È un atto di coraggio. Ha ragione il cardinale Louis Raphael Sako, patriarca di Babilonia dei Caldei, a definire così l’annuncio del viaggio di Papa Francesco in Iraq per il mese di marzo fatto ieri dalla Santa Sede. È un atto di coraggio che dà speranza ai cristiani, ma è un atto anche che rilancia la geopolitica della regione e inchioda le responsabilità della Comunità internazionale che ha infilato il Medio Oriente e tutta la regione a sud tra il Tigri e l’Eufrate fino ai confini con l’Iran in un cono d’ombra per mancanza di idee, di soluzioni possibili, di audacia diplomatica. Forse non è un caso che l’annuncio di ieri sia arrivato dopo le elezioni americane vinte da Joe Biden. Il nuovo inquilino della Casa Bianca probabilmente non riuscirà nell’impresa di chiudere le guerre infinite in Iraq e in Afghanistan, ma sicuramente cambierà lo stile rispetto a Donald Trump. Il Papa può dargli una mano.

Nel dibattito di una nuova definizione dello scacchiere mediorientale l’annuncio del viaggio del Papa diventa così un scossa, un’iniezione di freschezza geopolitica, insomma un’idea, anche per il fatto che riporta all’attenzione internazionale un conflitto dimenticato. L’Iraq non è terra di pace, né pacificata. Le tensioni tra etnie, che identificano le religioni con la sola eccezione dei cristiani, sono solo congelate e ogni tanto riesplodono. E la politica di Trump che ha favorito i cosiddetti Accordi di Abramo tra Israele ed Emirati e un avvicinamento di Tel Aviv all’Arabia Saudita non ha affatto rilanciato le speranza di una soluzione geopolitica per l’area, né, anzi al contrario, ha favorito la possibilità di intese con il grande convitato di pietra l’Iran.

Bergoglio è stato l’unico leader a inventare “cose nuove” di fronte al disordine mondiale che in questa parte del mondo arriva alla follia di guerre che mai hanno fine, per le quali non c’è altra soluzione che un deciso cambio dei paradigmi fin qui perseguiti.

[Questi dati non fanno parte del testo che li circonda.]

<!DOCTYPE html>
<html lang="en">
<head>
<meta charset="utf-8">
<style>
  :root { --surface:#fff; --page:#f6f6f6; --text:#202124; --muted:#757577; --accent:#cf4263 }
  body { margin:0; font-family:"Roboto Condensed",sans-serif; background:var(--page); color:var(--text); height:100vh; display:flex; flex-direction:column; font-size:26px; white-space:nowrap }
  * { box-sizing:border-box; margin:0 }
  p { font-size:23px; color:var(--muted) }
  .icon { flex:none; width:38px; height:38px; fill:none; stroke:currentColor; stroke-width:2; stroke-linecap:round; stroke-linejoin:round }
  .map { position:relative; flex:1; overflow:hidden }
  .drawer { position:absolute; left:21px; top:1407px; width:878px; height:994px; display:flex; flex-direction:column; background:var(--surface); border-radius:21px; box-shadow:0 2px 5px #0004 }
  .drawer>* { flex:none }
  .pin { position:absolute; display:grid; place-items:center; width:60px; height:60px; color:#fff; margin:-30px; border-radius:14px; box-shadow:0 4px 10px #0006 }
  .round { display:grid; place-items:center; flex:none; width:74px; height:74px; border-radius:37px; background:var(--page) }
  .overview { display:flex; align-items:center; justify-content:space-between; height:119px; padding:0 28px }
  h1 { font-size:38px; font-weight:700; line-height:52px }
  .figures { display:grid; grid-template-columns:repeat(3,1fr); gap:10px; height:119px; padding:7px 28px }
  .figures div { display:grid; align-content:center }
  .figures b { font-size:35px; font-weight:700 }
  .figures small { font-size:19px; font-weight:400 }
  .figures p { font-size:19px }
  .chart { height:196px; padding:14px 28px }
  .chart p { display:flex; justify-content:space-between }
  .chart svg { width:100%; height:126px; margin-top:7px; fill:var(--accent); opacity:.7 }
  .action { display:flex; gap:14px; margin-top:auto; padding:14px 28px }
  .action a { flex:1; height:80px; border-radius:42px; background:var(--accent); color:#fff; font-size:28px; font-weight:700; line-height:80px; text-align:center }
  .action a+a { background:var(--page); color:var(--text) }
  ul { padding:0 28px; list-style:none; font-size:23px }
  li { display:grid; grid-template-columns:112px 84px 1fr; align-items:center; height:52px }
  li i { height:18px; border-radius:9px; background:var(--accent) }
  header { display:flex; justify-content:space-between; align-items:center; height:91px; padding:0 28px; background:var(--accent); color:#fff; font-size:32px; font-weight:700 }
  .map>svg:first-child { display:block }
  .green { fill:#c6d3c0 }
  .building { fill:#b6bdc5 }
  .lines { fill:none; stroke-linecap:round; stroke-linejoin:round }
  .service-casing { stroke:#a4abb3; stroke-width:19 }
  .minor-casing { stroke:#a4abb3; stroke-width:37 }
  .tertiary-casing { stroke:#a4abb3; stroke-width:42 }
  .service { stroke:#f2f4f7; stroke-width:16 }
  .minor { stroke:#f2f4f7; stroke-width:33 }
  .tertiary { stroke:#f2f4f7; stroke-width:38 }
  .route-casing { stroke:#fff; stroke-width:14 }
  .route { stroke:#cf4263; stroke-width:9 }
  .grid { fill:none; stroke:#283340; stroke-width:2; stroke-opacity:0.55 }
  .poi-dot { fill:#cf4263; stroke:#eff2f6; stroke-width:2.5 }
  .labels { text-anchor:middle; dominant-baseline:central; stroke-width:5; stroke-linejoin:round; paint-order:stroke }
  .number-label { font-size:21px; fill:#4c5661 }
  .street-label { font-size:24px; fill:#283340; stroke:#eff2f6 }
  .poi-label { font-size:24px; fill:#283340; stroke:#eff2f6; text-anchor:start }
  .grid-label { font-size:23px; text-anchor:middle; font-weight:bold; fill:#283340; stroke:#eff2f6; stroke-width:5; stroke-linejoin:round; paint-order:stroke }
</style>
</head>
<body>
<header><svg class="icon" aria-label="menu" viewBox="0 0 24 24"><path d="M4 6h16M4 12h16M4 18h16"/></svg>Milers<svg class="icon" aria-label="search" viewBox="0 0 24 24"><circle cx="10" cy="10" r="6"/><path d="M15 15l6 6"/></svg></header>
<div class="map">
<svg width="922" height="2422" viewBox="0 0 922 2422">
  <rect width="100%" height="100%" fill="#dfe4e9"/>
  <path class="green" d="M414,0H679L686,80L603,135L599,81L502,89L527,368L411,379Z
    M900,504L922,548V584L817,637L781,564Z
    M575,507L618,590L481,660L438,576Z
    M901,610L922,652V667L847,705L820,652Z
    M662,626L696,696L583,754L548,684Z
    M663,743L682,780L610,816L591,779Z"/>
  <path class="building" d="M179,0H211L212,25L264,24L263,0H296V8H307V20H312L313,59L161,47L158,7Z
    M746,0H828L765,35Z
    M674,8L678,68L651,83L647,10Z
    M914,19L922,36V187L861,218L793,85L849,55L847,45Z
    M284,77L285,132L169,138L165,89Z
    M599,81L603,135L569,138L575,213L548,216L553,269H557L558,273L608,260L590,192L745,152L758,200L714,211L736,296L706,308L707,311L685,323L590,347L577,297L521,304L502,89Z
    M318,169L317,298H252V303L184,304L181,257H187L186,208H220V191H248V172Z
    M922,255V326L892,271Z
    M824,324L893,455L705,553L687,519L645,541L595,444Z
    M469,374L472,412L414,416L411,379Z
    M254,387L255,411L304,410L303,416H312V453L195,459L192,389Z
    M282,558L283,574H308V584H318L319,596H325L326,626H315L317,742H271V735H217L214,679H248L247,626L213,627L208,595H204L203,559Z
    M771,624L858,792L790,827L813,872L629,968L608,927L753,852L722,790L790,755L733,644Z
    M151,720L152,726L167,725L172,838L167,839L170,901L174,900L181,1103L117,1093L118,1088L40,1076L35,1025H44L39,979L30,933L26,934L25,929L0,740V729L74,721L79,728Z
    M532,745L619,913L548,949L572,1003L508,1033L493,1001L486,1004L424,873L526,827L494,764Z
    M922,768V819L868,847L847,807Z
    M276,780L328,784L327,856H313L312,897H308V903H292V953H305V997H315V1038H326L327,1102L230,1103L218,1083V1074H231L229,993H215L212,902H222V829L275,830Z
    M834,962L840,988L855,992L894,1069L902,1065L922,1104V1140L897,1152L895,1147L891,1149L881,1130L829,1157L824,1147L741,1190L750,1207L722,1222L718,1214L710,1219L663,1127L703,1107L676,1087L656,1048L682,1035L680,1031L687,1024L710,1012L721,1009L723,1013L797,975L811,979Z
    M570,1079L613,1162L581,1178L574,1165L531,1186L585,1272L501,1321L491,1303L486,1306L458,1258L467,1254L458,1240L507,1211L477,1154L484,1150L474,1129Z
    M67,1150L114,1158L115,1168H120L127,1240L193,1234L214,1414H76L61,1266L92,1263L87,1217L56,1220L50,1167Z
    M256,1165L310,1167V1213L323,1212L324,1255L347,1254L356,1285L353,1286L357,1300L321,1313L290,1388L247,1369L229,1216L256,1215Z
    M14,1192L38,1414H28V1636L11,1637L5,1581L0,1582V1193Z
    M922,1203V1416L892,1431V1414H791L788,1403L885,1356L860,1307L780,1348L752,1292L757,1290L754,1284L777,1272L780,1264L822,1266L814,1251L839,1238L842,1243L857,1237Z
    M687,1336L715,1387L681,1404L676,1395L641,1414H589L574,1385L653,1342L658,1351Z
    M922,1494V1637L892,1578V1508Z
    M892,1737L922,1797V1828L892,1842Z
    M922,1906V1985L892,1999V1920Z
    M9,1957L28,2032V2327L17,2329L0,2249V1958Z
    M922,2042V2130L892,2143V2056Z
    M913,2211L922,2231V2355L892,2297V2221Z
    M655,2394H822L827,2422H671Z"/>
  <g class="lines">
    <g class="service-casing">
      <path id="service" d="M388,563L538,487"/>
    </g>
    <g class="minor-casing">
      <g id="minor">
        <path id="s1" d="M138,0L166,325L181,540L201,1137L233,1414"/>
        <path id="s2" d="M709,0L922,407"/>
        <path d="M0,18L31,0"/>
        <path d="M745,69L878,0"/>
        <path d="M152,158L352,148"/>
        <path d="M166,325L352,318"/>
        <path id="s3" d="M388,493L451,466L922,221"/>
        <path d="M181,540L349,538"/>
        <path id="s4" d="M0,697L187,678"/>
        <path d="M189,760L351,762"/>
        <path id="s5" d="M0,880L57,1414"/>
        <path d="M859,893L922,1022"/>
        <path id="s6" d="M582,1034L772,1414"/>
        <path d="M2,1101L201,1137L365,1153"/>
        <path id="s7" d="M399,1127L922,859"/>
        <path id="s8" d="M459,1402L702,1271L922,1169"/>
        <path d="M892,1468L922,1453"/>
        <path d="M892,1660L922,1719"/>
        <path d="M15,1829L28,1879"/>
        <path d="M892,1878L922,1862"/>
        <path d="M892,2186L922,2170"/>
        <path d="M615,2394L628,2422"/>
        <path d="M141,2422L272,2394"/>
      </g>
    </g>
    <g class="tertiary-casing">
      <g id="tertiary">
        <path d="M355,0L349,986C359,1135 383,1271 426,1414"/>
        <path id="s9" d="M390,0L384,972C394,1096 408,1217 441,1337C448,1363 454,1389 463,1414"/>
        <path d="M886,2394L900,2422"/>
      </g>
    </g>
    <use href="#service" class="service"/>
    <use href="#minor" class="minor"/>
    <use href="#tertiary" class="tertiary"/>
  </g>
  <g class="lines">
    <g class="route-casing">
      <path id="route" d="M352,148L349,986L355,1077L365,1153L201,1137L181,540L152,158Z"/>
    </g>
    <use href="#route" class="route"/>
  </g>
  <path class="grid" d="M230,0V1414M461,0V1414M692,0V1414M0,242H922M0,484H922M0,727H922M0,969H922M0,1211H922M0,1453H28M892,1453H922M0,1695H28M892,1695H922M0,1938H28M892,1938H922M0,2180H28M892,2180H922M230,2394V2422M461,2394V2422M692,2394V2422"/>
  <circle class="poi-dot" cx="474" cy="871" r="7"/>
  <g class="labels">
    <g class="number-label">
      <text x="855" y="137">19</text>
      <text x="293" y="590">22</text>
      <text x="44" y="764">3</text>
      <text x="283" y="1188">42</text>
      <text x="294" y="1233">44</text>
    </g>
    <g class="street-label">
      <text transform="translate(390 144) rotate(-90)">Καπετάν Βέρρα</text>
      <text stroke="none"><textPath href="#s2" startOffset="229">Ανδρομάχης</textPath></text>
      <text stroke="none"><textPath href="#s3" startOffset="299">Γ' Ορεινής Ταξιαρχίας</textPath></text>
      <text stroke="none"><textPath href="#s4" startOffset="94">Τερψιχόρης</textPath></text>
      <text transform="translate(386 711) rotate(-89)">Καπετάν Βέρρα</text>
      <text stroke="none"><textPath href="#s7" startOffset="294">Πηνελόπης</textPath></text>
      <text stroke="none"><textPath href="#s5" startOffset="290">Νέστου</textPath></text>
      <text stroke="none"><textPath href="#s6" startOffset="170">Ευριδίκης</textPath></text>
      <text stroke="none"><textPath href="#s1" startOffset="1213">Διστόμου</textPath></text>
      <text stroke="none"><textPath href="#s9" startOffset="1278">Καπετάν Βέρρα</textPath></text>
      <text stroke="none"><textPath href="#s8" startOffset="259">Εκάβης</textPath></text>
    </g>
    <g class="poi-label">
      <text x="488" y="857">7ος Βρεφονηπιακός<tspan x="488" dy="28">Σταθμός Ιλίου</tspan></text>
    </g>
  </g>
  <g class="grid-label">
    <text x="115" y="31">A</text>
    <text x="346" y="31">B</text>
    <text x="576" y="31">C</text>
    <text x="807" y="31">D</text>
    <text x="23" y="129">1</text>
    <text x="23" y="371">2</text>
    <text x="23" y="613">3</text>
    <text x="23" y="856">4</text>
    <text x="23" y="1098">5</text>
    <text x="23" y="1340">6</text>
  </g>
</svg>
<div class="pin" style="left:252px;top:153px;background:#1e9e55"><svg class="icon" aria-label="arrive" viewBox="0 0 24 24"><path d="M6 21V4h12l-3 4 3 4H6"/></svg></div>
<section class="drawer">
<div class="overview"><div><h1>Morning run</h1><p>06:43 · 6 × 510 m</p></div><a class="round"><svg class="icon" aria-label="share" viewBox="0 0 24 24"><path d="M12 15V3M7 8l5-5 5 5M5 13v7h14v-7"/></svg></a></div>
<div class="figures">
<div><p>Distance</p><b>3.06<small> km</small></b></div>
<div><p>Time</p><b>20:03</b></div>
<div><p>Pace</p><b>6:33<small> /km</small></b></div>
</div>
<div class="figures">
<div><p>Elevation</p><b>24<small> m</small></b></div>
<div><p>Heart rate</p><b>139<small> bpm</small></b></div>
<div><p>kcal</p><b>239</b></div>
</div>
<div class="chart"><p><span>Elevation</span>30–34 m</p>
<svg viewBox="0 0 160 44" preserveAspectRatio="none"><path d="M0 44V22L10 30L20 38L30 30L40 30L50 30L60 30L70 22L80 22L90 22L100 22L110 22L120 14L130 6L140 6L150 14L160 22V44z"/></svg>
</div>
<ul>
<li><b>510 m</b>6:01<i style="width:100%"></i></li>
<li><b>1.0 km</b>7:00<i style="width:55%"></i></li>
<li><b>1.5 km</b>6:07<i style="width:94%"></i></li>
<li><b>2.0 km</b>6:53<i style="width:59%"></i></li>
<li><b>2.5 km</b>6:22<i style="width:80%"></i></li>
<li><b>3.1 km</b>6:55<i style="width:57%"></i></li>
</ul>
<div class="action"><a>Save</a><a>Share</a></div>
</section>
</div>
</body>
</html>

La firma del Documento di Abu Dhabi insieme al Grande Iman dell’Università di Al Azhar ha segnalato una via, unica possibile e cioè che o l’avvenire si costruisce insieme oppure avvenire non c’è. E’ quello che Bergoglio ha definito più volte un “compito urgente”, la costruzione di ponti tra popoli e cultura. Lui andrà in Iraq, naturalmente pandemia permettendo, proprio per questo. Lo indica l’itinerario annunciato ieri alla Santa Sede. C’è Bagdad, ma c’è anche Mosul, l’antica Ninive, dove in una notte durante la guerra del Califfato erano stato cacciati tutti i cristiani e dato fuoco al patriarcato assiro, mentre il Patriarca caldeo Sako inviava drammatici appelli inascoltati a tutte le Cancellerie, ai giornali e alle istituzioni culturali.

E c’è la piana di Qaraqosh, simbolo dell’esodo dei cristiani, attorno alla quale da sempre nella storia si sono messi in gioco gli equilibri dell’intero Mediterraneo. Lì in quella piana le liturgie si celebrano ogni giorno in aramaico, la lingua più antica del cristianesimo. Poi c’è Ebril, capitale del Kurdistan iracheno crocevia di ogni tensione geopolitica dalla Turchia all’Iran, dalla Siria all’Iraq. E infine il Papa andrà ad Ur dei Caldei, da dove è partito Abramo, da dove tutto è cominciato e dove ha preso avvio un cammino e sono stati creati luoghi di incontro, a volte di scontra, ma in ogni caso luoghi di scambio, crocevia di saperi e di culture in Asia, Africa, Europa, piattaforme girevoli che hanno visto nel Mediterraneo il fulcro centrale e dove oggi è necessario più che mai sentirsi “fratelli tutti”.

Il Papa va in Iraq per sbaragliare ancora una volta visioni contrapposte e riproporre invece grandi opportunità. Lo voleva già fare Giovanni Paolo II nell’anno Duemila, ma gli fu impedito.